Prompt.
Using the string "position" as the key, pull each matching line out of the records below.

[Opening Supplied material section]

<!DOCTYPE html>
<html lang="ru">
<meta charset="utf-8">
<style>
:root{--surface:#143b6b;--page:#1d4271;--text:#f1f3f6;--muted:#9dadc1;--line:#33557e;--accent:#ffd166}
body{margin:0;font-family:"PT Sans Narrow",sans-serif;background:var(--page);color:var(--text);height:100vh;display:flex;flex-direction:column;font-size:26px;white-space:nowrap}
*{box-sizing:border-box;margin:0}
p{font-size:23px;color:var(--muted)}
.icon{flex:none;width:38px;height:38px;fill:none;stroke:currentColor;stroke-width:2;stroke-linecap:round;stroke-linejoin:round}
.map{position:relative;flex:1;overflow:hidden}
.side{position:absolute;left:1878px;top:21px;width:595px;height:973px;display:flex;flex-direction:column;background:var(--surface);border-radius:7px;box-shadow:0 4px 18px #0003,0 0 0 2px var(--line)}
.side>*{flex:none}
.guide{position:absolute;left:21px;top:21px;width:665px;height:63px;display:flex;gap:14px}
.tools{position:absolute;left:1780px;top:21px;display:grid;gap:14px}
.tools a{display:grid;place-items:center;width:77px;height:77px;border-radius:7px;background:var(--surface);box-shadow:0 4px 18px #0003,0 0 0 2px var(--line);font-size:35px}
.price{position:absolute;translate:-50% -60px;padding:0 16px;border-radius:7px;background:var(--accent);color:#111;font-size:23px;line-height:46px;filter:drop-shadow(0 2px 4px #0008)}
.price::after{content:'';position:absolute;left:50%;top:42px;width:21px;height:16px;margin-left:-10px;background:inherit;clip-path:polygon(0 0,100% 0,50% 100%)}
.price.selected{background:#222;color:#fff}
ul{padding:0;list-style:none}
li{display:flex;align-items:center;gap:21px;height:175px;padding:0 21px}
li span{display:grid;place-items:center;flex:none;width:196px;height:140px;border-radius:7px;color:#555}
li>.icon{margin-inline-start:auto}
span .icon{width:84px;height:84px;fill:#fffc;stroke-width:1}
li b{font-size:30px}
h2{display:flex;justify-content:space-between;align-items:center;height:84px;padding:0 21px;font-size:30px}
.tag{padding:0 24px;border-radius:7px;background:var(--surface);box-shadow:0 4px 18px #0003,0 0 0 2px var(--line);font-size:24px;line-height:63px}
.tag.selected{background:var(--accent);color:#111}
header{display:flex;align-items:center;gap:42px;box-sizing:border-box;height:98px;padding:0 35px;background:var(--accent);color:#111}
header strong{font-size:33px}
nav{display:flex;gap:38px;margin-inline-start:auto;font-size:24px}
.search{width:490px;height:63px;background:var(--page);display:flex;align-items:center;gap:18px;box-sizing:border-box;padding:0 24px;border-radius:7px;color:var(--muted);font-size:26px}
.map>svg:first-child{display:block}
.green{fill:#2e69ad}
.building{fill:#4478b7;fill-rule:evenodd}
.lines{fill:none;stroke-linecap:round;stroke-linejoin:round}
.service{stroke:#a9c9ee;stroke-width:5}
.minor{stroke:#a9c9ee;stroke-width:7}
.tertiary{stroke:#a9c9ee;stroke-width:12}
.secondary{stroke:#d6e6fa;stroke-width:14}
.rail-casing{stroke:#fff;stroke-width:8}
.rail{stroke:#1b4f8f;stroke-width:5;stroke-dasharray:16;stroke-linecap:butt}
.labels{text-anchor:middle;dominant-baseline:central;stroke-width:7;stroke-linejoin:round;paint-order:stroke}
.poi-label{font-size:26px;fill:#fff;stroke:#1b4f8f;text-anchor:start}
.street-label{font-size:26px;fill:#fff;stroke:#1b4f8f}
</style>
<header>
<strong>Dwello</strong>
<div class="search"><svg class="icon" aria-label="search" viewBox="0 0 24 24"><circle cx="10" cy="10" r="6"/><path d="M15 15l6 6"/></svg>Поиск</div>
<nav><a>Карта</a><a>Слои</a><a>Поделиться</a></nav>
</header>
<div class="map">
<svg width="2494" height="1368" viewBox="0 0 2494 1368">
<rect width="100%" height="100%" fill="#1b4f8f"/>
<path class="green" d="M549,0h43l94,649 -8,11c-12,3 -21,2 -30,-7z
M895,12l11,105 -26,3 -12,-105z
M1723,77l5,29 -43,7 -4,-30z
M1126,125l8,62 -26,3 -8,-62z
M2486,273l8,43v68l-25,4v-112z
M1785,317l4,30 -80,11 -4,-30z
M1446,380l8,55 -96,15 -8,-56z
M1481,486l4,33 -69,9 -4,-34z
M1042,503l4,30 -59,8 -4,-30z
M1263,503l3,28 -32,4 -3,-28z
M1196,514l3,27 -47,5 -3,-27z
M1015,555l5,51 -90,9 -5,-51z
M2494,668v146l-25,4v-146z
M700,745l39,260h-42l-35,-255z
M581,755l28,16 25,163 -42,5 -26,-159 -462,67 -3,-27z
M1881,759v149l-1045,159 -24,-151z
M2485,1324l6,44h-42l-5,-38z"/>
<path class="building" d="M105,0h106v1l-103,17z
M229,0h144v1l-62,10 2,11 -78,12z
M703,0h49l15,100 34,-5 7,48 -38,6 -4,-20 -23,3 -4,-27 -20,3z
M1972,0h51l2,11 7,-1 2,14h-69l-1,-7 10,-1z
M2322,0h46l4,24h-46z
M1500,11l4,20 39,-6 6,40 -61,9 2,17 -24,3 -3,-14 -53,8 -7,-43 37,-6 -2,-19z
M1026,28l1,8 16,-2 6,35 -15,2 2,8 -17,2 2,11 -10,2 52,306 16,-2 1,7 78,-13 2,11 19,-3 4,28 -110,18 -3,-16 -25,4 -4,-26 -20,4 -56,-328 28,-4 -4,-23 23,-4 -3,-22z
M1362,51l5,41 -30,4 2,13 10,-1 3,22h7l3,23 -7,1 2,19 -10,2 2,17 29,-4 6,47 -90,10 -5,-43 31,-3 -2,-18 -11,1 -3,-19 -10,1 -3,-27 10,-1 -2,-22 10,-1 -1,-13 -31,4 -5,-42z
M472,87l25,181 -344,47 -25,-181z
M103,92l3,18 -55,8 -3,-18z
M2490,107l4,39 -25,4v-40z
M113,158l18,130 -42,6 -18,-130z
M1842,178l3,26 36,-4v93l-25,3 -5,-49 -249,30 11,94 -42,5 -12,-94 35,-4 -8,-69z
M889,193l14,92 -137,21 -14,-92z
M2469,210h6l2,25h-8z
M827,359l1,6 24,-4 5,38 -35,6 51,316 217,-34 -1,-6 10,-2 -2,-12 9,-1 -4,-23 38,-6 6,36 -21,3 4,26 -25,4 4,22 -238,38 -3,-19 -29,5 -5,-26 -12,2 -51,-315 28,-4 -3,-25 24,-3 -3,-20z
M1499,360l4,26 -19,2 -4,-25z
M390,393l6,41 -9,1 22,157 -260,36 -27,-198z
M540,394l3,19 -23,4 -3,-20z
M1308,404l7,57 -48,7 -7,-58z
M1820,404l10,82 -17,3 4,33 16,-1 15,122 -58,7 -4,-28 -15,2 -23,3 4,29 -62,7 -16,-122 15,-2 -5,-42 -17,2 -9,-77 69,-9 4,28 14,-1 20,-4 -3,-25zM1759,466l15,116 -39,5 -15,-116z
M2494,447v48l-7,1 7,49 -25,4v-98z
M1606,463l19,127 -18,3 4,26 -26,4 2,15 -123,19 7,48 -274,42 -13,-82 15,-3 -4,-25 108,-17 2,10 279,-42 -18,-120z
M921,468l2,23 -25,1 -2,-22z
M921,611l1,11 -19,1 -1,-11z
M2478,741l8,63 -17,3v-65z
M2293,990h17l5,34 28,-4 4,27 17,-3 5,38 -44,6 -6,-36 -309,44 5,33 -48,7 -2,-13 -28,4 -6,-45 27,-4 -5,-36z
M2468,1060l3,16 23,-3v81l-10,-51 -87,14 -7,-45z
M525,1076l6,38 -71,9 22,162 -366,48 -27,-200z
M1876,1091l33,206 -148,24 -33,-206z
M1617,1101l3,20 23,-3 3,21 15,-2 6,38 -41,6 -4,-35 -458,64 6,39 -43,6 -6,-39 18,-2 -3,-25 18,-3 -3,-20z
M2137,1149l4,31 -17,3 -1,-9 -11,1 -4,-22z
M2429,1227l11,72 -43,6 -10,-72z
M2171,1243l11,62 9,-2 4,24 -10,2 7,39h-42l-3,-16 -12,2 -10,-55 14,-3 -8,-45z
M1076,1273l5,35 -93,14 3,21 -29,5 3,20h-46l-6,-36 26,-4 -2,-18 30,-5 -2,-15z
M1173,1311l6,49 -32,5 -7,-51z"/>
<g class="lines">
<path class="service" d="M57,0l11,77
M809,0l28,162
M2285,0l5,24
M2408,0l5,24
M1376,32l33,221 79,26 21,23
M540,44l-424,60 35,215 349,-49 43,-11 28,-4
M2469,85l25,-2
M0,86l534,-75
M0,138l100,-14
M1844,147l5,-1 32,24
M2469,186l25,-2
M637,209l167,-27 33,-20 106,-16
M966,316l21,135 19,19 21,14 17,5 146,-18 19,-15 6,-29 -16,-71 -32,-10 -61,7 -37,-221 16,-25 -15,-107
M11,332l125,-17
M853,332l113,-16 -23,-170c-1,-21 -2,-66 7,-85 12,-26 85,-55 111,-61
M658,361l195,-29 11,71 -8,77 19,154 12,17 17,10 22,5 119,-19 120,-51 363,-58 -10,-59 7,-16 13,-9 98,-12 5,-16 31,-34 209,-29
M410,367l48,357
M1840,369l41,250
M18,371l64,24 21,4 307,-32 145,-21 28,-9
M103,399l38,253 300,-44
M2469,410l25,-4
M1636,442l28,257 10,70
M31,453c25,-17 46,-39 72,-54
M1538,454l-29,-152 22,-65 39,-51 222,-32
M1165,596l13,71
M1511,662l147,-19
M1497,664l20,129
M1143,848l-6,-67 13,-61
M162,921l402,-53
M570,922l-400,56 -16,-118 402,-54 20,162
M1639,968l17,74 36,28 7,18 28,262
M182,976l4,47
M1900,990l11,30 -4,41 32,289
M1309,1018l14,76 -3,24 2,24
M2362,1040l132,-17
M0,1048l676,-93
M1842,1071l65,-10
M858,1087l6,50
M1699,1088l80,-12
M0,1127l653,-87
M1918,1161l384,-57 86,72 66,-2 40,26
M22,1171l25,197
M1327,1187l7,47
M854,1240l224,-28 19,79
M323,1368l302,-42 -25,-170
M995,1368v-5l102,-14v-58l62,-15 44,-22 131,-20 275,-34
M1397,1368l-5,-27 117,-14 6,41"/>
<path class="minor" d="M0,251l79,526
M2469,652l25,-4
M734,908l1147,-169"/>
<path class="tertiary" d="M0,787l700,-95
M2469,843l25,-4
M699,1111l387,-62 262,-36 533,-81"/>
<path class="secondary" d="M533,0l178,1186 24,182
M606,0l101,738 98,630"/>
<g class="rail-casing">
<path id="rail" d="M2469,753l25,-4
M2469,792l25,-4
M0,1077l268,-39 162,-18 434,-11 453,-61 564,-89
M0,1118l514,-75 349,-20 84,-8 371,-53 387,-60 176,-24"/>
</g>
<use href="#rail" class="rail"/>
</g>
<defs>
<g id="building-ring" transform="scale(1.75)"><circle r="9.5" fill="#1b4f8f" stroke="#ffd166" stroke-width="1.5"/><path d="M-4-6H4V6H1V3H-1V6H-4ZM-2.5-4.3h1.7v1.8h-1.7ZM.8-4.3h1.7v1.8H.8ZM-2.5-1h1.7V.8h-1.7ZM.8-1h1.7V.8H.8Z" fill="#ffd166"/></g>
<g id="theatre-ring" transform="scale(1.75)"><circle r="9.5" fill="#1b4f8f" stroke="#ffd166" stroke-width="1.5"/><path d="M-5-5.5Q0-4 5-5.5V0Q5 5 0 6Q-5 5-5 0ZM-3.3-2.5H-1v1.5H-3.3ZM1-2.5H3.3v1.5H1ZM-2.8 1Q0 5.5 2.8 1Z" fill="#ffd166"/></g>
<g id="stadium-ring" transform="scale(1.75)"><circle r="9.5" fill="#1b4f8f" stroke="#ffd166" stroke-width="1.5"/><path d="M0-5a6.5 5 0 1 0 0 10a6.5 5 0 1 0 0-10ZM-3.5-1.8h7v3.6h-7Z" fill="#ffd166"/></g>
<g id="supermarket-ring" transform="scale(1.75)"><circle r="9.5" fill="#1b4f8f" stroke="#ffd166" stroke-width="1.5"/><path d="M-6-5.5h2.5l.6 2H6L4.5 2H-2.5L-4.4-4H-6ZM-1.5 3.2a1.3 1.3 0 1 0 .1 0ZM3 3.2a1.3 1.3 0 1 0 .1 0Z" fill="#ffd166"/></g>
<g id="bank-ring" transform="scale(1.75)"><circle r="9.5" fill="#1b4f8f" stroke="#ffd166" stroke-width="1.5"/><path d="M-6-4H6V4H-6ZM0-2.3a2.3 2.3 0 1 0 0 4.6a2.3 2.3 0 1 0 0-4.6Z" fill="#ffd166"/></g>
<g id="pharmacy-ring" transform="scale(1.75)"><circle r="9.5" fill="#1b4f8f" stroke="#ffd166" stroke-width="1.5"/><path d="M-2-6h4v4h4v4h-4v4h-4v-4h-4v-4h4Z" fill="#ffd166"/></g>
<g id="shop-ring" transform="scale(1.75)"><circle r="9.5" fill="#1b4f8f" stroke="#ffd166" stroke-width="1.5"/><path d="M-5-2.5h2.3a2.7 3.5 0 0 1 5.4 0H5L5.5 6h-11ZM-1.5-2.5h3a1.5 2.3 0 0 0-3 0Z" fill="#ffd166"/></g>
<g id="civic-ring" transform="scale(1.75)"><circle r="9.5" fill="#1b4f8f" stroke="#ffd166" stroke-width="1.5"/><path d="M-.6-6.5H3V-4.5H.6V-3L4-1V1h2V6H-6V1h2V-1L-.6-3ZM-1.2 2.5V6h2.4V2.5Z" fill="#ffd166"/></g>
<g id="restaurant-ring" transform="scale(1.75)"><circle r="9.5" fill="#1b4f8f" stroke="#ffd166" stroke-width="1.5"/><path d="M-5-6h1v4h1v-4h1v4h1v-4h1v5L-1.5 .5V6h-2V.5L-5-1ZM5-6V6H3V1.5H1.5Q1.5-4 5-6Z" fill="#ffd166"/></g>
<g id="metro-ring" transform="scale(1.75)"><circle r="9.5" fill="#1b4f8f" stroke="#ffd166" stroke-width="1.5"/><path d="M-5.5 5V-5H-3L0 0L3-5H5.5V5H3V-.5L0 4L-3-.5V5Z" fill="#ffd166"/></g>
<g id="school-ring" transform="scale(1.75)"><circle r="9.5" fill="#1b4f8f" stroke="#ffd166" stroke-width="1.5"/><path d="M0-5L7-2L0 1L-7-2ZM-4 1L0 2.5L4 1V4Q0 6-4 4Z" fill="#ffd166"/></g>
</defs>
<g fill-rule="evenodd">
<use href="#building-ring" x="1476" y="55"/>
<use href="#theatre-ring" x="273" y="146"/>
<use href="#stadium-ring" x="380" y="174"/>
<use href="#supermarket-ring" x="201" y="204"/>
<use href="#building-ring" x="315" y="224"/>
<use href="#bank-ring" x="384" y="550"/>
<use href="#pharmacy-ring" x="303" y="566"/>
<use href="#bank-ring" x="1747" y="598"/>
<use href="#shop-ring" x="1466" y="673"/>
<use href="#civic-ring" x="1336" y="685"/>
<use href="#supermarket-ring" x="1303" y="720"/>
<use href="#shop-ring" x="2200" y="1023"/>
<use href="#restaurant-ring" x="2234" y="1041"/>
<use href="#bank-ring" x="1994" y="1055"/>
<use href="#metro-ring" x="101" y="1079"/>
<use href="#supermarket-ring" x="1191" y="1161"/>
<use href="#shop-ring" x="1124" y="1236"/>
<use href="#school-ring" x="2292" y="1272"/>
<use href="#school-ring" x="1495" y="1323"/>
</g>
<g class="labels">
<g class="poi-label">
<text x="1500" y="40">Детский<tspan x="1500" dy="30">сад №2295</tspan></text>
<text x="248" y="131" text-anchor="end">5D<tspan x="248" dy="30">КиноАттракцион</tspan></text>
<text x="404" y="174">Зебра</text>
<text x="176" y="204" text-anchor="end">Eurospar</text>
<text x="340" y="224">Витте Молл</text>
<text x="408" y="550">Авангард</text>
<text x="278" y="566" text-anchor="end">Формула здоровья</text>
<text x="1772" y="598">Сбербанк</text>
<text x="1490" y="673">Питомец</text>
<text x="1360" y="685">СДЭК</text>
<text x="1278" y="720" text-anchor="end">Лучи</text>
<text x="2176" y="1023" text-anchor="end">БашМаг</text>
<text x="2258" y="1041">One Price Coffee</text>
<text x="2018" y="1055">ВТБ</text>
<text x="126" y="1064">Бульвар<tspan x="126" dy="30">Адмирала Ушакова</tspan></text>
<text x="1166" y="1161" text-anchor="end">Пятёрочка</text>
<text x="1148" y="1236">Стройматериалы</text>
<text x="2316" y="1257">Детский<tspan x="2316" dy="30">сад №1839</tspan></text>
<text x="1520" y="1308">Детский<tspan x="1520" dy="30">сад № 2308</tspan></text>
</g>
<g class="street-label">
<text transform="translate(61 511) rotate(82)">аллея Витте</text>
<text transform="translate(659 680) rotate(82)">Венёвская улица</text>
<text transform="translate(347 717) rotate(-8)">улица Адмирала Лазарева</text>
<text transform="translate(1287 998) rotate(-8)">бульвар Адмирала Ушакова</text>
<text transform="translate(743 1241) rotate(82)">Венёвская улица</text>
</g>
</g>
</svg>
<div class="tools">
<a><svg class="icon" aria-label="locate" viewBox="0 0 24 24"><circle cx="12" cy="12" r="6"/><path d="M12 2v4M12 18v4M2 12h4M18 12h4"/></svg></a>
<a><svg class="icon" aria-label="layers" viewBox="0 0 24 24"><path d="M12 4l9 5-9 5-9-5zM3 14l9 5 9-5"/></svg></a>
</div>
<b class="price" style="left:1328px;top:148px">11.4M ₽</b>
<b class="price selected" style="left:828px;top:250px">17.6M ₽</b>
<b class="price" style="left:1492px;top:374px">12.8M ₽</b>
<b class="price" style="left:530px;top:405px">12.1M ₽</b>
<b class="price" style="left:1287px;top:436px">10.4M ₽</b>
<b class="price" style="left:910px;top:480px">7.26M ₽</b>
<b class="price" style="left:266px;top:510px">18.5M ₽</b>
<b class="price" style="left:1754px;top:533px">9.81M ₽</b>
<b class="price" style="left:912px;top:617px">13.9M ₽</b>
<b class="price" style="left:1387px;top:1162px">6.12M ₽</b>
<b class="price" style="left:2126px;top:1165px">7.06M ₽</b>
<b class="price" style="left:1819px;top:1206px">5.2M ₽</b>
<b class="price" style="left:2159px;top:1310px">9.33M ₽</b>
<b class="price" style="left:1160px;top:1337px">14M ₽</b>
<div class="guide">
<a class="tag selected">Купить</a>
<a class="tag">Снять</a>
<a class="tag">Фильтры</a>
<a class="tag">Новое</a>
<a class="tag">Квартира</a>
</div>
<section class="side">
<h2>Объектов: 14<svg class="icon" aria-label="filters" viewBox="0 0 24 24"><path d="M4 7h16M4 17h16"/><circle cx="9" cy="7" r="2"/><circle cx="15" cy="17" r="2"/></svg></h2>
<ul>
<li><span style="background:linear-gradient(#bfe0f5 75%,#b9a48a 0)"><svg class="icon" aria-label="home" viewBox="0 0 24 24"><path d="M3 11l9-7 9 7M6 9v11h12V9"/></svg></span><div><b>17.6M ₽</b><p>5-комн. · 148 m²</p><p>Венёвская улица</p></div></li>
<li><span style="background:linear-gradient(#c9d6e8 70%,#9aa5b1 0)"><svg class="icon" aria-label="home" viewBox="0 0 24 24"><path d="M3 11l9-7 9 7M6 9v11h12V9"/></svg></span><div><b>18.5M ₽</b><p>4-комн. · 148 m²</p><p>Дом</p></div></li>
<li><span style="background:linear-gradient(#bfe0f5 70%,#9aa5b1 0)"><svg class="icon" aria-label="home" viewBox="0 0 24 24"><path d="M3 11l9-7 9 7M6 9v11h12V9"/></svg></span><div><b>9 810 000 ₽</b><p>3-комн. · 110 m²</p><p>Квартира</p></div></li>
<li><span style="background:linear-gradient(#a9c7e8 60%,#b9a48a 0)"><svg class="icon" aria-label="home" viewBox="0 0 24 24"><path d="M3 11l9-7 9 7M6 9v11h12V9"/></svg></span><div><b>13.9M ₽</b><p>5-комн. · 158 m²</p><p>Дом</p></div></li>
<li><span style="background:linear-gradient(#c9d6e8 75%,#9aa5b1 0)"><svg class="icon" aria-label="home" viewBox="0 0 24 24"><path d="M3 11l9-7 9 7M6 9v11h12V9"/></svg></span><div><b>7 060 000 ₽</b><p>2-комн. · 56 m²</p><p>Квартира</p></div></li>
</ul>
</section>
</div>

[Closing Supplied material section]

Response to this task.
.map{position:relative;flex:1;overflow:hidden}
.side{position:absolute;left:1878px;top:21px;width:595px;height:973px;display:flex;flex-direction:column;background:var(--surface);border-radius:7px;box-shadow:0 4px 18px #0003,0 0 0 2px var(--line)}
.guide{position:absolute;left:21px;top:21px;width:665px;height:63px;display:flex;gap:14px}
.tools{position:absolute;left:1780px;top:21px;display:grid;gap:14px}
.price{position:absolute;translate:-50% -60px;padding:0 16px;border-radius:7px;background:var(--accent);color:#111;font-size:23px;line-height:46px;filter:drop-shadow(0 2px 4px #0008)}
.price::after{content:'';position:absolute;left:50%;top:42px;width:21px;height:16px;margin-left:-10px;background:inherit;clip-path:polygon(0 0,100% 0,50% 100%)}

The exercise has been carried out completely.